## EXERCISE
Transcribe the whole listing without a single picture.

## INPUT MATERIAL
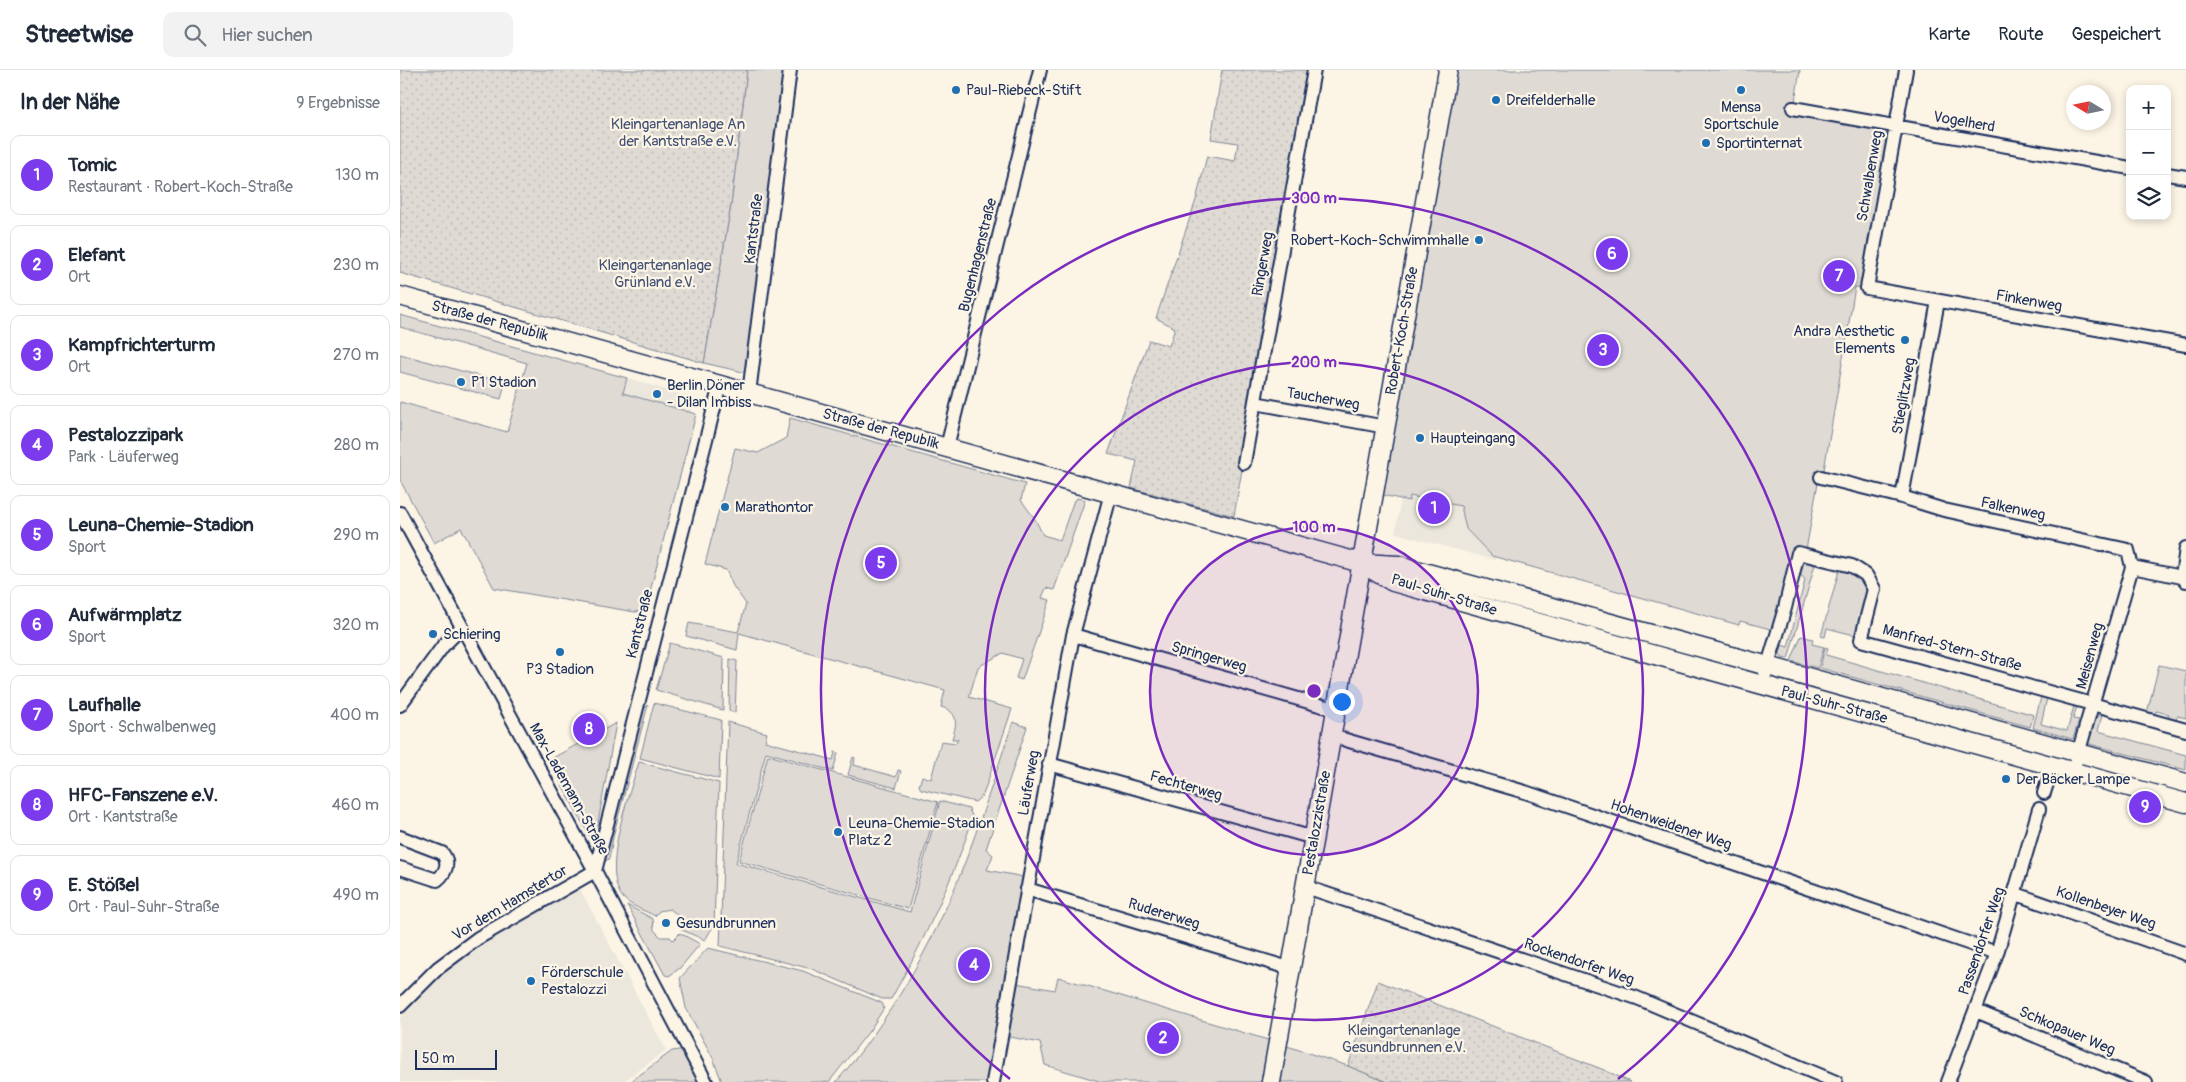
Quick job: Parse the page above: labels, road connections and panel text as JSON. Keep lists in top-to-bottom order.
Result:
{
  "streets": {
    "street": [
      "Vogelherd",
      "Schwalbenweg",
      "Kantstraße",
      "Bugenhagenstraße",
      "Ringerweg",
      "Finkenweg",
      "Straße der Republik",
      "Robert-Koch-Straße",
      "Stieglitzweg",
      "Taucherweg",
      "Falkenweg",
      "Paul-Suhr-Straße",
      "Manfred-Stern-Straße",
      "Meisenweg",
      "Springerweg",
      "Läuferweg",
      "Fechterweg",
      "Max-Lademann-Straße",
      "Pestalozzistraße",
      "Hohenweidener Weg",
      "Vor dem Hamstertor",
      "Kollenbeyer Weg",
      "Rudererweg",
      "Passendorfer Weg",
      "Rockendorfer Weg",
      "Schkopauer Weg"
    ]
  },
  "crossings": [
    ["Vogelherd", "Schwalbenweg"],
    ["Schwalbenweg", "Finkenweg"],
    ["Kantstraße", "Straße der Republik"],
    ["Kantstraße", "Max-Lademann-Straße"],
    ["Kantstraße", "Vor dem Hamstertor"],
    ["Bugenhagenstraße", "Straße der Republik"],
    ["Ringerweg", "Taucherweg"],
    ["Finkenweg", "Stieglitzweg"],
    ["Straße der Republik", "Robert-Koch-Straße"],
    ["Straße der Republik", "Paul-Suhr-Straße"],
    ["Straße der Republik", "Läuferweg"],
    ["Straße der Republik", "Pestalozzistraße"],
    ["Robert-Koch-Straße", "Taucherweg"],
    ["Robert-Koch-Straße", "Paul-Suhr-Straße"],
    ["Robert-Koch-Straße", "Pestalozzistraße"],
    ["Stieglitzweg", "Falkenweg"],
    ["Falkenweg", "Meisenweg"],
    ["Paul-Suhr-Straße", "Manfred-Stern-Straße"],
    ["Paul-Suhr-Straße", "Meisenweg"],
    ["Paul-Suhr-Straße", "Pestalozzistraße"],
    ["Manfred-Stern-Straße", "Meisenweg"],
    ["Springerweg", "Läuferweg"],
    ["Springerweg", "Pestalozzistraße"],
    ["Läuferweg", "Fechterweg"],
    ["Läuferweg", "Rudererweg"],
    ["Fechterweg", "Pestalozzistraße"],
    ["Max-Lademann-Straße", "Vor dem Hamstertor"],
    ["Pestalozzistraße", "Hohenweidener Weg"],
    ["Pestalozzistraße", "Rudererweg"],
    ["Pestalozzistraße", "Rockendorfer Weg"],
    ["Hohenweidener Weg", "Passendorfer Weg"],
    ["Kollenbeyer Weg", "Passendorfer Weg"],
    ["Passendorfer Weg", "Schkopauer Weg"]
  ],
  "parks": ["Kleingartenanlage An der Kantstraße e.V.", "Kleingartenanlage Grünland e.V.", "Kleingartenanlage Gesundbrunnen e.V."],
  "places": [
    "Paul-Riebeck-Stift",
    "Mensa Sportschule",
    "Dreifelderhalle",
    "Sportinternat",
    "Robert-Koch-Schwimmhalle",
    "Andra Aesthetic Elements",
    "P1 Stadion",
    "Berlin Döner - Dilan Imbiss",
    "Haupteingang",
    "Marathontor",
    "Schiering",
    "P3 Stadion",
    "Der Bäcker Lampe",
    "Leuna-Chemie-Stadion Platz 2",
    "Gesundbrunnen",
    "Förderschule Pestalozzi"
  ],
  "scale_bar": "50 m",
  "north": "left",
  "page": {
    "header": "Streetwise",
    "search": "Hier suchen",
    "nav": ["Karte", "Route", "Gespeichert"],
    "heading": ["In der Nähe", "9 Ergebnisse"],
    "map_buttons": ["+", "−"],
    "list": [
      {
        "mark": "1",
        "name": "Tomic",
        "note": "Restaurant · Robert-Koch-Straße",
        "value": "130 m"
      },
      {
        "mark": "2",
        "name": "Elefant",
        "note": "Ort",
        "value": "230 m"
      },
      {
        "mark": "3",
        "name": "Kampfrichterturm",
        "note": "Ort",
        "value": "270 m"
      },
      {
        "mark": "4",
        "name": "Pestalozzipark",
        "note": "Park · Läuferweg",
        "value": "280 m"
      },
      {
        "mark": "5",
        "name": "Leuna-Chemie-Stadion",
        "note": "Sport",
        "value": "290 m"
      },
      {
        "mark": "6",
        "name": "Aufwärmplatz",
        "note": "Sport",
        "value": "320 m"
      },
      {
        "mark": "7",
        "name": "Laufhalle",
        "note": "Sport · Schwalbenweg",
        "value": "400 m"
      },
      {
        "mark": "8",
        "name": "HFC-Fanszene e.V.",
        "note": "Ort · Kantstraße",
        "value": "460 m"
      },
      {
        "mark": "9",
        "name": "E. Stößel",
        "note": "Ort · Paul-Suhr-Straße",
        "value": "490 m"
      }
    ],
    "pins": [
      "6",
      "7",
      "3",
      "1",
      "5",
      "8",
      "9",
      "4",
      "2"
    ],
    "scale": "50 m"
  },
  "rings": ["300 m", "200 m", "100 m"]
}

## ANSWER BOX
Quick job: Parse the page above: labels, road connections and panel text as JSON. Keep lists in top-to-bottom order.
Result:
{
  "streets": {
    "street": [
      "Vogelherd",
      "Schwalbenweg",
      "Kantstraße",
      "Bugenhagenstraße",
      "Ringerweg",
      "Finkenweg",
      "Straße der Republik",
      "Robert-Koch-Straße",
      "Stieglitzweg",
      "Taucherweg",
      "Falkenweg",
      "Paul-Suhr-Straße",
      "Manfred-Stern-Straße",
      "Meisenweg",
      "Springerweg",
      "Läuferweg",
      "Fechterweg",
      "Max-Lademann-Straße",
      "Pestalozzistraße",
      "Hohenweidener Weg",
      "Vor dem Hamstertor",
      "Kollenbeyer Weg",
      "Rudererweg",
      "Passendorfer Weg",
      "Rockendorfer Weg",
      "Schkopauer Weg"
    ]
  },
  "crossings": [
    ["Vogelherd", "Schwalbenweg"],
    ["Schwalbenweg", "Finkenweg"],
    ["Kantstraße", "Straße der Republik"],
    ["Kantstraße", "Max-Lademann-Straße"],
    ["Kantstraße", "Vor dem Hamstertor"],
    ["Bugenhagenstraße", "Straße der Republik"],
    ["Ringerweg", "Taucherweg"],
    ["Finkenweg", "Stieglitzweg"],
    ["Straße der Republik", "Robert-Koch-Straße"],
    ["Straße der Republik", "Paul-Suhr-Straße"],
    ["Straße der Republik", "Läuferweg"],
    ["Straße der Republik", "Pestalozzistraße"],
    ["Robert-Koch-Straße", "Taucherweg"],
    ["Robert-Koch-Straße", "Paul-Suhr-Straße"],
    ["Robert-Koch-Straße", "Pestalozzistraße"],
    ["Stieglitzweg", "Falkenweg"],
    ["Falkenweg", "Meisenweg"],
    ["Paul-Suhr-Straße", "Manfred-Stern-Straße"],
    ["Paul-Suhr-Straße", "Meisenweg"],
    ["Paul-Suhr-Straße", "Pestalozzistraße"],
    ["Manfred-Stern-Straße", "Meisenweg"],
    ["Springerweg", "Läuferweg"],
    ["Springerweg", "Pestalozzistraße"],
    ["Läuferweg", "Fechterweg"],
    ["Läuferweg", "Rudererweg"],
    ["Fechterweg", "Pestalozzistraße"],
    ["Max-Lademann-Straße", "Vor dem Hamstertor"],
    ["Pestalozzistraße", "Hohenweidener Weg"],
    ["Pestalozzistraße", "Rudererweg"],
    ["Pestalozzistraße", "Rockendorfer Weg"],
    ["Hohenweidener Weg", "Passendorfer Weg"],
    ["Kollenbeyer Weg", "Passendorfer Weg"],
    ["Passendorfer Weg", "Schkopauer Weg"]
  ],
  "parks": ["Kleingartenanlage An der Kantstraße e.V.", "Kleingartenanlage Grünland e.V.", "Kleingartenanlage Gesundbrunnen e.V."],
  "places": [
    "Paul-Riebeck-Stift",
    "Mensa Sportschule",
    "Dreifelderhalle",
    "Sportinternat",
    "Robert-Koch-Schwimmhalle",
    "Andra Aesthetic Elements",
    "P1 Stadion",
    "Berlin Döner - Dilan Imbiss",
    "Haupteingang",
    "Marathontor",
    "Schiering",
    "P3 Stadion",
    "Der Bäcker Lampe",
    "Leuna-Chemie-Stadion Platz 2",
    "Gesundbrunnen",
    "Förderschule Pestalozzi"
  ],
  "scale_bar": "50 m",
  "north": "left",
  "page": {
    "header": "Streetwise",
    "search": "Hier suchen",
    "nav": ["Karte", "Route", "Gespeichert"],
    "heading": ["In der Nähe", "9 Ergebnisse"],
    "map_buttons": ["+", "−"],
    "list": [
      {
        "mark": "1",
        "name": "Tomic",
        "note": "Restaurant · Robert-Koch-Straße",
        "value": "130 m"
      },
      {
        "mark": "2",
        "name": "Elefant",
        "note": "Ort",
        "value": "230 m"
      },
      {
        "mark": "3",
        "name": "Kampfrichterturm",
        "note": "Ort",
        "value": "270 m"
      },
      {
        "mark": "4",
        "name": "Pestalozzipark",
        "note": "Park · Läuferweg",
        "value": "280 m"
      },
      {
        "mark": "5",
        "name": "Leuna-Chemie-Stadion",
        "note": "Sport",
        "value": "290 m"
      },
      {
        "mark": "6",
        "name": "Aufwärmplatz",
        "note": "Sport",
        "value": "320 m"
      },
      {
        "mark": "7",
        "name": "Laufhalle",
        "note": "Sport · Schwalbenweg",
        "value": "400 m"
      },
      {
        "mark": "8",
        "name": "HFC-Fanszene e.V.",
        "note": "Ort · Kantstraße",
        "value": "460 m"
      },
      {
        "mark": "9",
        "name": "E. Stößel",
        "note": "Ort · Paul-Suhr-Straße",
        "value": "490 m"
      }
    ],
    "pins": [
      "6",
      "7",
      "3",
      "1",
      "5",
      "8",
      "9",
      "4",
      "2"
    ],
    "scale": "50 m"
  },
  "rings": ["300 m", "200 m", "100 m"]
}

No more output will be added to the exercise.